It is so very much worthwhile on every front; health-wise, social, financial.

Despite most of my friends and relatives doing so when I was young I’ve never smoked, mainly because I’m asthmatic. But in my first few years as a young Supervisor at work I was going to several funerals each year of my staff who had each died from lung cancer in their thirties, forties and early fifties. It was very sobering to see the surviving older staff were all non-smokers.

It also killed my Mum. I saw her brain scans where the tissue only filled half her skull, partly because it had been killed by her poor circulation and partly because of the associated Alzheimer’s.

It nearly killed Hon No1 Daughter, helping to cause her several pulmonary embolisms (96% death rate nationally at the time). It took her ten years to give up the gum substitute.

I had to give up caffeine because it was causing health problems, and the slow fade of withdrawal symptoms over the next six months made me realise how addicted I was.

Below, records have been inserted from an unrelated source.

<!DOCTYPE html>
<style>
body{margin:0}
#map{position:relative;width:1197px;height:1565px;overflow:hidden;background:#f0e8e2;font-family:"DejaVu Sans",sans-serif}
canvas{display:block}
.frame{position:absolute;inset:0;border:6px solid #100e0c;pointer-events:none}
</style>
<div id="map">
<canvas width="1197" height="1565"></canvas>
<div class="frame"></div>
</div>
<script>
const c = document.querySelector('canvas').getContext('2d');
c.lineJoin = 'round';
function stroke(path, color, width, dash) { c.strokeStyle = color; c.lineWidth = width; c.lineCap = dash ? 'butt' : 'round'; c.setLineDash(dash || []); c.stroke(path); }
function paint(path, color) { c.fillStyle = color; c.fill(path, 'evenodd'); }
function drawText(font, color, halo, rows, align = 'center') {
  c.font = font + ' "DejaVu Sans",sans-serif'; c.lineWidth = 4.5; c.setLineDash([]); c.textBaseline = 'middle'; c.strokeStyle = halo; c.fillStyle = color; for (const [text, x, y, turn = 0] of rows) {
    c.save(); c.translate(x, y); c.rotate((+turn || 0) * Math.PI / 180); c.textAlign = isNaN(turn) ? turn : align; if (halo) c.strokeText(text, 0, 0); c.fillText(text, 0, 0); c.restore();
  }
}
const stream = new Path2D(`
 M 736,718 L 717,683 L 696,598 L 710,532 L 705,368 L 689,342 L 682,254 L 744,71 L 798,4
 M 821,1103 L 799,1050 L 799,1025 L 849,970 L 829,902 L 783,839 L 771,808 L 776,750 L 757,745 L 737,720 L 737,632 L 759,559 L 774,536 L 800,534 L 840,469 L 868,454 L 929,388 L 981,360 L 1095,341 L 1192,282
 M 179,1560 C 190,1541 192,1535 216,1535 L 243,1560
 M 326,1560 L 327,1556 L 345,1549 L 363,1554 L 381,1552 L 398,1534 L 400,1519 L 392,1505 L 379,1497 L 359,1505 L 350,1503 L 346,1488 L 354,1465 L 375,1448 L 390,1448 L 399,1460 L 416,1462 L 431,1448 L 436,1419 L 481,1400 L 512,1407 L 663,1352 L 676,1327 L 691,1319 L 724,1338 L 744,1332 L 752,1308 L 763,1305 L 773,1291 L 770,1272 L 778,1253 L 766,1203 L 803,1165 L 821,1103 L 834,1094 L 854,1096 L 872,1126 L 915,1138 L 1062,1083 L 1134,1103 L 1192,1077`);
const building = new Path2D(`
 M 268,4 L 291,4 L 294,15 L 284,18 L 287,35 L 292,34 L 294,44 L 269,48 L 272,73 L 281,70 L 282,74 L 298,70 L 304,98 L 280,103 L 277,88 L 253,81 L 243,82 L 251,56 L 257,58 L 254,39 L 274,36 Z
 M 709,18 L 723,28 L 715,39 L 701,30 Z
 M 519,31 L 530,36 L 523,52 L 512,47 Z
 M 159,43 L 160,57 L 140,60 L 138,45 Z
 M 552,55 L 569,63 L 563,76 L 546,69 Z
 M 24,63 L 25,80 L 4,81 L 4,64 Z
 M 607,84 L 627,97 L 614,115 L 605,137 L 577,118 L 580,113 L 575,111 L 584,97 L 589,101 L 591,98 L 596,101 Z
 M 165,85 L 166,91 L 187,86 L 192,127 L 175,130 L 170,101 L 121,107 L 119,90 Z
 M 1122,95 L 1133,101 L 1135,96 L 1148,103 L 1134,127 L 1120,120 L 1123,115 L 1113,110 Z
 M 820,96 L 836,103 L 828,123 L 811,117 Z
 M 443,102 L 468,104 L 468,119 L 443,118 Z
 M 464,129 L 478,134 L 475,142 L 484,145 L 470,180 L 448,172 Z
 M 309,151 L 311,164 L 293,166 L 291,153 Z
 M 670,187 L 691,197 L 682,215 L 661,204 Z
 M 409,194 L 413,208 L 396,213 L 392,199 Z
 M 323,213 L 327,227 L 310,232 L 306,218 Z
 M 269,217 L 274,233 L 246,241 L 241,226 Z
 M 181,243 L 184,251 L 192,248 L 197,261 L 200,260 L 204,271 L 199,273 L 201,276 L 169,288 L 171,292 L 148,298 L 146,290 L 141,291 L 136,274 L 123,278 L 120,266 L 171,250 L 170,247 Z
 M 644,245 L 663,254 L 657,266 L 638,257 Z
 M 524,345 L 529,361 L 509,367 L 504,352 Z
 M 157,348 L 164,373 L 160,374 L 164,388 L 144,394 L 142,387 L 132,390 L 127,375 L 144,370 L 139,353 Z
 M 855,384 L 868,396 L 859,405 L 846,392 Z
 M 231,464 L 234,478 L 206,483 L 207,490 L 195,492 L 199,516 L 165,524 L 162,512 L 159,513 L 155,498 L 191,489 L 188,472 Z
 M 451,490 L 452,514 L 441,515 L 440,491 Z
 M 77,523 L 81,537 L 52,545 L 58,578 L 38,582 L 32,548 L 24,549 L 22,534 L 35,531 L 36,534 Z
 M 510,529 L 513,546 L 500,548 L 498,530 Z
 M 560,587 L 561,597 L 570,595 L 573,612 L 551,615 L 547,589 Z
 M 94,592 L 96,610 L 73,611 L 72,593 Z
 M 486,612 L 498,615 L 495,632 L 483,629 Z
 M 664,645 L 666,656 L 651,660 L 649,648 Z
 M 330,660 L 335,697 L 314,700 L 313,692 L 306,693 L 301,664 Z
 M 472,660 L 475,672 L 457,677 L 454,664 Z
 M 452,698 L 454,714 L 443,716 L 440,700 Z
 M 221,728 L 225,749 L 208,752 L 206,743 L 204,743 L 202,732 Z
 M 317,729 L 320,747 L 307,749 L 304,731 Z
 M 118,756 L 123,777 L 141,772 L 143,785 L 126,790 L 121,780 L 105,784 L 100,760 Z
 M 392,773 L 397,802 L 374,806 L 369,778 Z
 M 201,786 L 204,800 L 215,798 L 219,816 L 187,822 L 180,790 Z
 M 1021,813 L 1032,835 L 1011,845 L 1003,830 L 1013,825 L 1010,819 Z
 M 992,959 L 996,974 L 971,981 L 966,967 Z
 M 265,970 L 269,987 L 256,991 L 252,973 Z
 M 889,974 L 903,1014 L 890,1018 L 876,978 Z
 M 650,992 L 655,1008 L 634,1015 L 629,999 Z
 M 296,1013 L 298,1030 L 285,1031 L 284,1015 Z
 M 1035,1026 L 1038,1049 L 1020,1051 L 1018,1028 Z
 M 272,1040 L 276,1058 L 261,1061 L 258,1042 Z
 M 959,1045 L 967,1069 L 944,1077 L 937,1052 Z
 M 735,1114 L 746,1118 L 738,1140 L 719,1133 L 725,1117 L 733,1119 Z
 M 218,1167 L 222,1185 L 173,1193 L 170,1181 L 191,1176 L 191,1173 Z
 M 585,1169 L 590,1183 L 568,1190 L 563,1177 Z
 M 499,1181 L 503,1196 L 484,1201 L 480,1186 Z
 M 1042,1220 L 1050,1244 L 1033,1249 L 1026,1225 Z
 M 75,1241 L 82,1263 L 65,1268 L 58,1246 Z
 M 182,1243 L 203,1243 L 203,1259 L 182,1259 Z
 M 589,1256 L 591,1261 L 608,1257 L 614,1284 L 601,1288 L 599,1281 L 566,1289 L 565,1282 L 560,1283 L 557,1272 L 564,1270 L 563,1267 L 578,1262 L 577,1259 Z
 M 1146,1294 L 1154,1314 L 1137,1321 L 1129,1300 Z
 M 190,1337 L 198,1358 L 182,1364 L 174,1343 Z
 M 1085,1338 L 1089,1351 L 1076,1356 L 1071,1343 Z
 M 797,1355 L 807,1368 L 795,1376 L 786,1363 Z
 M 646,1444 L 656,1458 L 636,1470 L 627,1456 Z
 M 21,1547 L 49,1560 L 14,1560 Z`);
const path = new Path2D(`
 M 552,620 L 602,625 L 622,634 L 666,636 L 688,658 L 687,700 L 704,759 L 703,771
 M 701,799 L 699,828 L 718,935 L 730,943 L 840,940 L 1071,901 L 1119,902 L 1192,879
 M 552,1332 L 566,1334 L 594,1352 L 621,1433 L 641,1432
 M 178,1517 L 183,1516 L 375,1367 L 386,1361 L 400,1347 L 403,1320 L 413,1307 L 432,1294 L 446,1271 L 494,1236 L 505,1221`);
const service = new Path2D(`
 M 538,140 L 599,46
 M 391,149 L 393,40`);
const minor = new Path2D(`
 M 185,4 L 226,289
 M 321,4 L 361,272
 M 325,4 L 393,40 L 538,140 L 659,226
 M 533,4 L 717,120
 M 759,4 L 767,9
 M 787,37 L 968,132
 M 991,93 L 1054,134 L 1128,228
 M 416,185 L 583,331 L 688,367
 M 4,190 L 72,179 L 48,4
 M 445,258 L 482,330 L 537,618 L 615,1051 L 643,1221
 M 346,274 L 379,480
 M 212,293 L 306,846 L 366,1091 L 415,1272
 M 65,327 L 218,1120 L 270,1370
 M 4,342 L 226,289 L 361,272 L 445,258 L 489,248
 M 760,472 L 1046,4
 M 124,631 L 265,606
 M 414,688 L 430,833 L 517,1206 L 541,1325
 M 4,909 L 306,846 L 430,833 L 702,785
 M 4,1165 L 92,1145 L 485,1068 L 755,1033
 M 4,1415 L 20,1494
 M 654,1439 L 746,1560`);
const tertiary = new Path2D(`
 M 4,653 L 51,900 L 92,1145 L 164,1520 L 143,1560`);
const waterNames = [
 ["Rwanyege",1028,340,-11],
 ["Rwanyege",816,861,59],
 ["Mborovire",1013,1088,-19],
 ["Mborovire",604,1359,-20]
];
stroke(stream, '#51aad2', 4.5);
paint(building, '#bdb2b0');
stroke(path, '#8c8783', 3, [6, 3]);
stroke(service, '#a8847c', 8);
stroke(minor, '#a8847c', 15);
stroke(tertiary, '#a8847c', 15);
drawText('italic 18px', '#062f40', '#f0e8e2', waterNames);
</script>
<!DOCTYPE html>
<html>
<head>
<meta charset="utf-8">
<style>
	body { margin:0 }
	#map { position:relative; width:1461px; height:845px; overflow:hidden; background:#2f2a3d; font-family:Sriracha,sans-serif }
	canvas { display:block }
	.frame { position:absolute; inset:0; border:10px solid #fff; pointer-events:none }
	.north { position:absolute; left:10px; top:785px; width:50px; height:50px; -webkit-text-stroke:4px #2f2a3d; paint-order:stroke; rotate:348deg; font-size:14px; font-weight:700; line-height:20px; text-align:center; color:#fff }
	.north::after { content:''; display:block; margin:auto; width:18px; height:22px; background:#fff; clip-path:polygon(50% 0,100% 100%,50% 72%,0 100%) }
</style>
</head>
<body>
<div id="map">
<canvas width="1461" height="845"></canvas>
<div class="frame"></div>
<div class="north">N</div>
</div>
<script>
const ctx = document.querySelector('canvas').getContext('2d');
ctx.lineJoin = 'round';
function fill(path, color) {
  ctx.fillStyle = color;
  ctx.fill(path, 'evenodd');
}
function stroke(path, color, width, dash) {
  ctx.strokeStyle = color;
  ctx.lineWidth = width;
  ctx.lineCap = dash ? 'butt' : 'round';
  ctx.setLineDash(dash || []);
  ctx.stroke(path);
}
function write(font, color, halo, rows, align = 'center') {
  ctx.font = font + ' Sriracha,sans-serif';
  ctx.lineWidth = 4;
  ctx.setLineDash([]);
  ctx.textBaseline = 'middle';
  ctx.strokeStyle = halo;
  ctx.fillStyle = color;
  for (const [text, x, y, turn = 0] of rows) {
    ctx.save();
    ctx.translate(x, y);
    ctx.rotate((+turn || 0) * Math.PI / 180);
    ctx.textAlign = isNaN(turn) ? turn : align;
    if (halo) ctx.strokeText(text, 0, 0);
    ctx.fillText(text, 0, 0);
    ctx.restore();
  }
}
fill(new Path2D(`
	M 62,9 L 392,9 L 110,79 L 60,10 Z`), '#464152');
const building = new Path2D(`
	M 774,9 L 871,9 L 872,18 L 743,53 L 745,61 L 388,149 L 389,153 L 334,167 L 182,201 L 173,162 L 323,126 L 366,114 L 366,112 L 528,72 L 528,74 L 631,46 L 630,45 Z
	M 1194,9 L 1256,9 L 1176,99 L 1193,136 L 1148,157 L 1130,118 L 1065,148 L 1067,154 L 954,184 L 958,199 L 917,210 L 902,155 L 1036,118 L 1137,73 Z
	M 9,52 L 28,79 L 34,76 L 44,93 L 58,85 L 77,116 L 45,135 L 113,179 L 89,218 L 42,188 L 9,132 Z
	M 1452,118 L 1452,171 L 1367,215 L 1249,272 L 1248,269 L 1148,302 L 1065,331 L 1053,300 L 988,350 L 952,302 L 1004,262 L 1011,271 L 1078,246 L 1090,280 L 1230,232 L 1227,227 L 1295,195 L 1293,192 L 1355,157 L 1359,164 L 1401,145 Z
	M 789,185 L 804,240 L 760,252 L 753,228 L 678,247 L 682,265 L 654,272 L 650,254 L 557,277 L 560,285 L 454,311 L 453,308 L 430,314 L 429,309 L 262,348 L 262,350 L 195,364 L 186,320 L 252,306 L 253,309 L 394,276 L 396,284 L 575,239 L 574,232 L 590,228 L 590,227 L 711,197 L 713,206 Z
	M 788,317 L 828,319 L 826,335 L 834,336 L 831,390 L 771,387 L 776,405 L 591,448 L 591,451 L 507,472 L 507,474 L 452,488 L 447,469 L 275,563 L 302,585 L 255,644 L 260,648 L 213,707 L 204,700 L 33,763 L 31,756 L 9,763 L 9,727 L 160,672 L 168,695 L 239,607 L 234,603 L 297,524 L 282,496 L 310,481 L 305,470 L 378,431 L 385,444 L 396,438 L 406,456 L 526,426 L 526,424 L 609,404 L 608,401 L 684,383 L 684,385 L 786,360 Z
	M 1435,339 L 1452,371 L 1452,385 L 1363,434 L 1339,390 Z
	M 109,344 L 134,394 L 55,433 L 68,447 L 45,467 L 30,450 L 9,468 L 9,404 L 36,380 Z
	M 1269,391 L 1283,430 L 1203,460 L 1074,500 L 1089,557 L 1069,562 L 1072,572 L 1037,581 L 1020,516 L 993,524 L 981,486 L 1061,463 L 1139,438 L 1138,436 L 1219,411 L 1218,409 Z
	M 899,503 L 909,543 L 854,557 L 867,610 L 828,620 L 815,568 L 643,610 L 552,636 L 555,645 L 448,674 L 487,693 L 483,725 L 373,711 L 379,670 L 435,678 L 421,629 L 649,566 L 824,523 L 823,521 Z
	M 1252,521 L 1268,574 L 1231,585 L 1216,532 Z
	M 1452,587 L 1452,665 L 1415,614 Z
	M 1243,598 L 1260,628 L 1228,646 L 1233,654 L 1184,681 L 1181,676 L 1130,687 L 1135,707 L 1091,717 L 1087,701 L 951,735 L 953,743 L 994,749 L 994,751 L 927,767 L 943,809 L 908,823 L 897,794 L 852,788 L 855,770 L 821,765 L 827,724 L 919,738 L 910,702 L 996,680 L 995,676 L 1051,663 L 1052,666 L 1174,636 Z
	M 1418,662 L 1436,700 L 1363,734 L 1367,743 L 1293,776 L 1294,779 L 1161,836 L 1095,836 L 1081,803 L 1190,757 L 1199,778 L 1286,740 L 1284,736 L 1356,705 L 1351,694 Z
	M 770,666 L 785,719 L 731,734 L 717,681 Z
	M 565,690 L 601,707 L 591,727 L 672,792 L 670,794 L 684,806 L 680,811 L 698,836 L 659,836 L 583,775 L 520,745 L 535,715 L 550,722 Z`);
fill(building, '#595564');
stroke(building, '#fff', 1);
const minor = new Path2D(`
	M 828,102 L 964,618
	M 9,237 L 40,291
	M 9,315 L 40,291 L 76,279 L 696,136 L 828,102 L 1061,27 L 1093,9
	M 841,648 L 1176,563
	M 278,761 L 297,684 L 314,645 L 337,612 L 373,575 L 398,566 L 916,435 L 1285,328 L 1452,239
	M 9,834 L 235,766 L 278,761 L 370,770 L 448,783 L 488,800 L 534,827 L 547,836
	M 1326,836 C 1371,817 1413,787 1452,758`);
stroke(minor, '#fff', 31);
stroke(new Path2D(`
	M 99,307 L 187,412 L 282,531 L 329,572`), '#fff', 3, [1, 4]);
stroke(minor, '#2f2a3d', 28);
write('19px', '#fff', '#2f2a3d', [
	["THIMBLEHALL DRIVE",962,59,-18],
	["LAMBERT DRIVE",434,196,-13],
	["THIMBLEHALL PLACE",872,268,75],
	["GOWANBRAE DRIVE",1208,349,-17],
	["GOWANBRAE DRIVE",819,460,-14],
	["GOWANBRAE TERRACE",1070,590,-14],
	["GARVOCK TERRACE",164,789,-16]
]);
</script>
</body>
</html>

However, Nicotine is much more dreadful, a permanent addiction, it makes caffeine look utterly trivial; so now I have the greatest sympathy for anyone giving up smoking!

Remember.
You will live longer.
You will sleep better (eventually)
Food and drink tastes so much better
You won’t get out of breath so quickly.
You won’t smell vile to others.
The house will stay clean.
Clothes will stay clean.
Car will stay clean.

You will be so much richer in so many ways!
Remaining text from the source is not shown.